Yesterday we shared some practical tools and tips for how to support your partner while she's in labor. Today we want to share some equally important tools to have in your tool belt... all of the things NOT to do.
Congratulations! She's in labor and you're going to be a parent soon! We've got you covered--just don't make these common mistakes and you'll be on the path to parenthood knowing that she's fully supported.
...Ask her questions during contractions. She's focusing hard. Let her do her work.
...Offer pain medication or an epidural... even if she's planning to get one! Let her decide when/if the time is right. You don't want to make her feel like she is inadequate.
...Expect things to move quickly. Labor can take a long time. Even the pushing phase can take a long time. Many times this is perfectly normal; it's important to stay patient.
...Spend too much time texting/calling people while she's in labor. She needs your undivided attention and support. Updating friends and family may need to be on the back burner.
...Tell her what to do. TRUST ME. Offering validation and suggestions is one thing, but the first time I saw a woman's eyes after her husband told her to "Relax!" while in a contraction, I thought we were in for World War III.
...Complain about anything. If you've been awake for 40 hours and are exhausted or if you've been massaging her back all day and your shoulder feels like it's going to catch on fire, don't complain. Of course your feelings are valid and you need to sleep, too. But when I'm in labor (as harsh as it sounds), I have no brain-space for empathy, and I simply can't provide for you.

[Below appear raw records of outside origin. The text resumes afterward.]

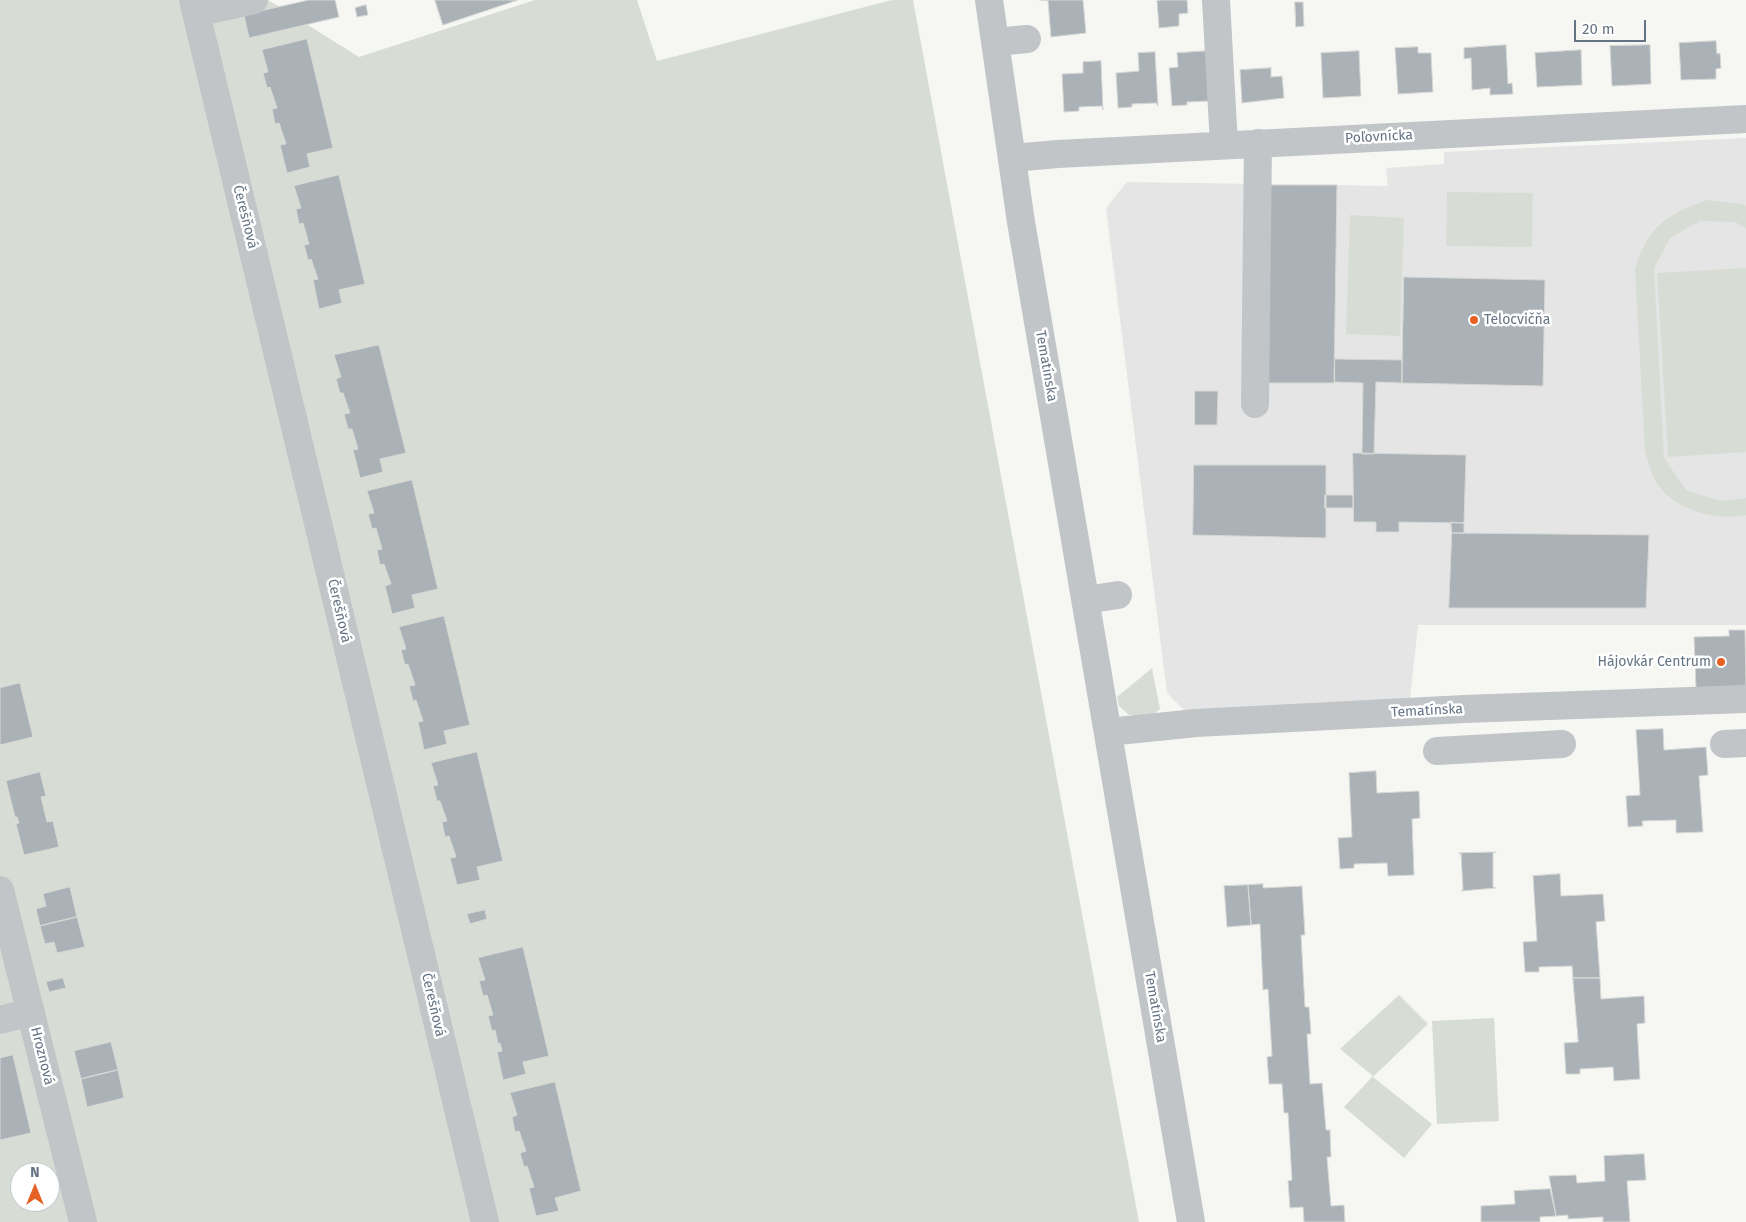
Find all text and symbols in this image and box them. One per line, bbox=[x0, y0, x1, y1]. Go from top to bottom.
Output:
scale bar bbox=[1576, 10, 1648, 42]
text: 20 m bbox=[1582, 20, 1615, 38]
street label: Poľovnícka bbox=[1345, 127, 1413, 147]
street label: Čerešňová bbox=[229, 183, 261, 251]
place label: Telocvičňa bbox=[1484, 312, 1550, 328]
marker: Telocvičňa bbox=[1468, 314, 1480, 326]
street label: Tematínska bbox=[1031, 329, 1061, 403]
street label: Čerešňová bbox=[324, 577, 354, 645]
place label: Hájovkár Centrum bbox=[1597, 654, 1711, 670]
marker: Hájovkár Centrum bbox=[1715, 656, 1727, 668]
street label: Tematínska bbox=[1391, 701, 1463, 721]
street label: Tematínska bbox=[1140, 970, 1170, 1044]
street label: Čerešňová bbox=[418, 971, 448, 1039]
street label: Hroznová bbox=[27, 1025, 57, 1087]
north arrow bbox=[10, 1162, 60, 1212]
text: N bbox=[30, 1164, 40, 1181]

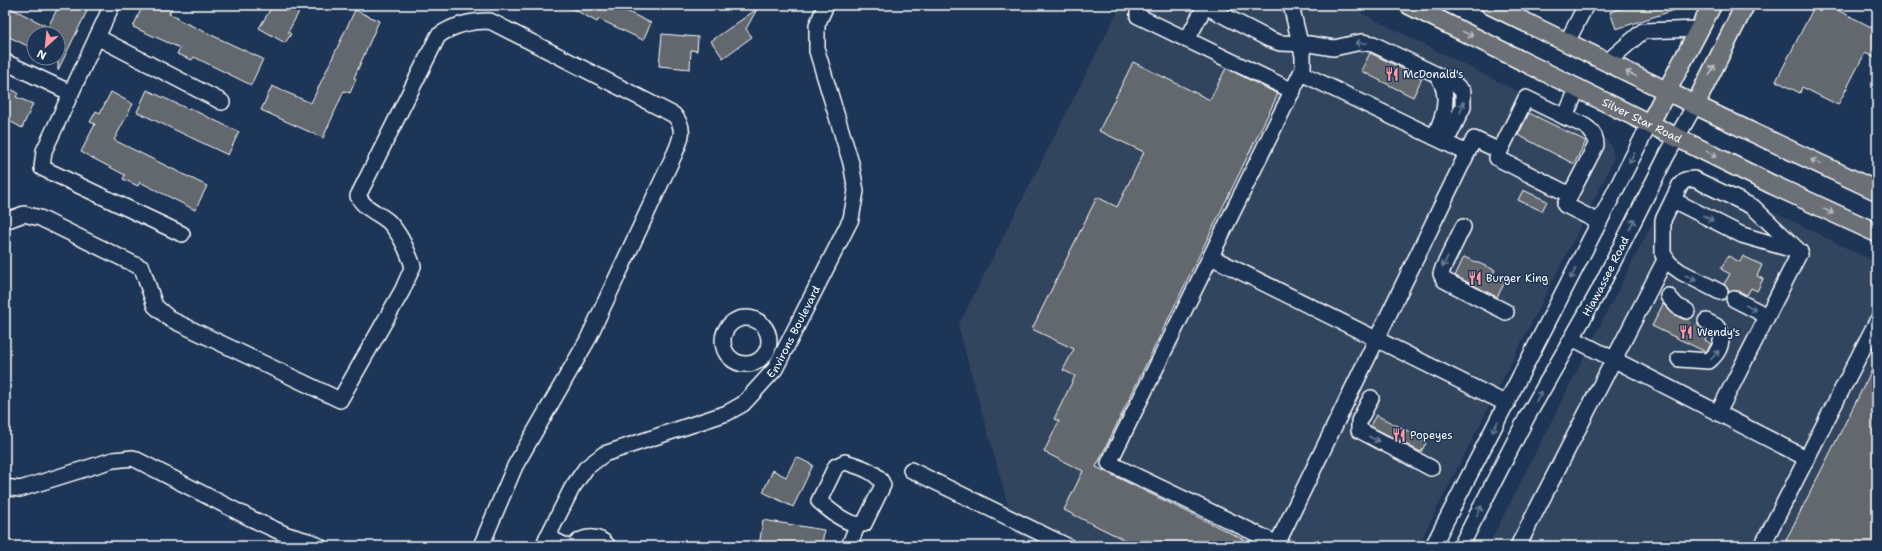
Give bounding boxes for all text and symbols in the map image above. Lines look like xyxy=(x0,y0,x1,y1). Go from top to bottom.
north arrow xyxy=(26,26,66,66)
one-way arrow xyxy=(1461,31,1473,38)
one-way arrow xyxy=(1355,39,1368,47)
text: N xyxy=(34,46,49,63)
one-way arrow xyxy=(1709,64,1717,76)
restaurant icon: McDonald's xyxy=(1384,66,1400,82)
place label: McDonald's xyxy=(1403,67,1463,82)
one-way arrow xyxy=(1626,70,1638,77)
street label: Silver Star Road xyxy=(1600,95,1684,147)
one-way arrow xyxy=(1459,101,1466,114)
one-way arrow xyxy=(1705,151,1717,158)
one-way arrow xyxy=(1628,152,1635,164)
one-way arrow xyxy=(1811,158,1823,165)
one-way arrow xyxy=(1822,208,1834,215)
one-way arrow xyxy=(1702,214,1714,222)
one-way arrow xyxy=(1629,218,1636,230)
street label: Hiawassee Road xyxy=(1579,234,1633,319)
one-way arrow xyxy=(1441,256,1448,268)
one-way arrow xyxy=(1569,267,1576,279)
restaurant icon: Burger King xyxy=(1467,270,1483,286)
place label: Burger King xyxy=(1486,271,1549,286)
one-way arrow xyxy=(1685,274,1697,282)
street label: Environs Boulevard xyxy=(763,283,824,381)
one-way arrow xyxy=(1744,305,1756,312)
restaurant icon: Wendy's xyxy=(1678,324,1694,340)
place label: Wendy's xyxy=(1697,325,1740,340)
one-way arrow xyxy=(1710,349,1719,360)
one-way arrow xyxy=(1535,390,1543,402)
one-way arrow xyxy=(1491,421,1498,433)
restaurant icon: Popeyes xyxy=(1391,427,1407,443)
place label: Popeyes xyxy=(1410,428,1453,443)
one-way arrow xyxy=(1367,436,1379,443)
one-way arrow xyxy=(1475,506,1483,518)

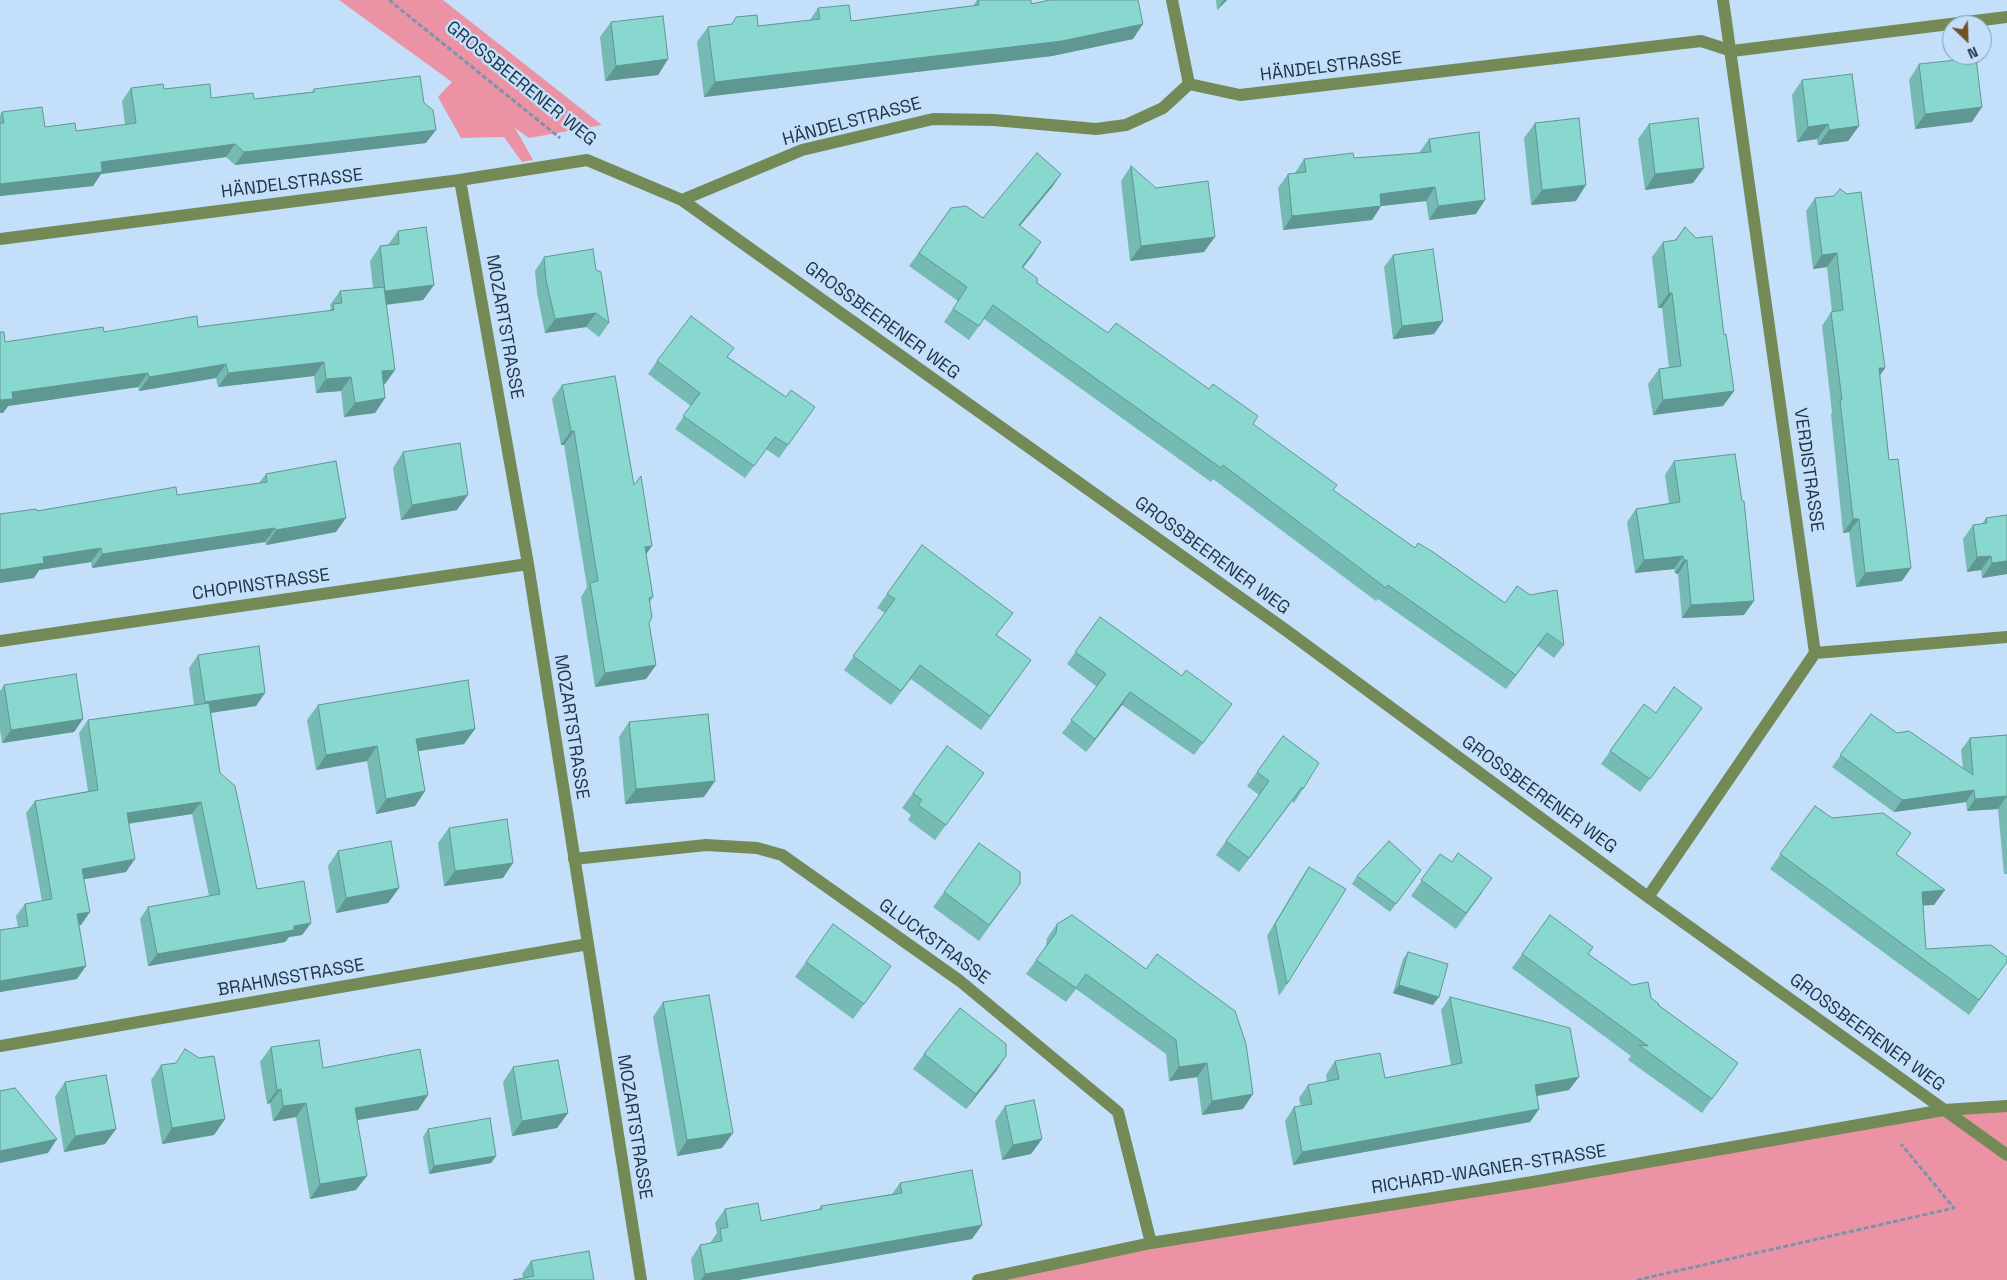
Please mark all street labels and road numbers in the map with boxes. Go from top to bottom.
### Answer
street label: GROSSBEERENER WEG [442,17,600,151]
street label: HÄNDELSTRASSE [1259,48,1403,86]
street label: HÄNDELSTRASSE [780,93,924,151]
street label: HÄNDELSTRASSE [220,165,364,203]
street label: MOZARTSTRASSE [481,253,527,401]
street label: GROSSBEERENER WEG [800,257,964,385]
street label: VERDISTRASSE [1789,407,1827,533]
street label: GROSSBEERENER WEG [1130,492,1294,620]
street label: CHOPINSTRASSE [191,565,331,605]
street label: MOZARTSTRASSE [549,653,593,801]
street label: GROSSBEERENER WEG [1457,731,1621,859]
street label: GLUCKSTRASSE [874,895,994,989]
street label: BRAHMSSTRASSE [216,954,366,1002]
street label: GROSSBEERENER WEG [1785,969,1949,1097]
street label: MOZARTSTRASSE [612,1053,656,1201]
street label: RICHARD-WAGNER-STRASSE [1370,1141,1608,1199]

Try to nap if she is napping between contractions.
...Be offended. It's okay if she tells you not to touch her. It's okay if she tells you to stop talking. She still loves you, but she's expressing her needs in the only way that a laboring woman can. Listen to her needs and support them.
...Forget that you don't have to do this alone! A professional doula is trained in supporting both the mother and her partner and can offer more tips and help when it comes to making sure that the birthing mother AND her partner have everything they need.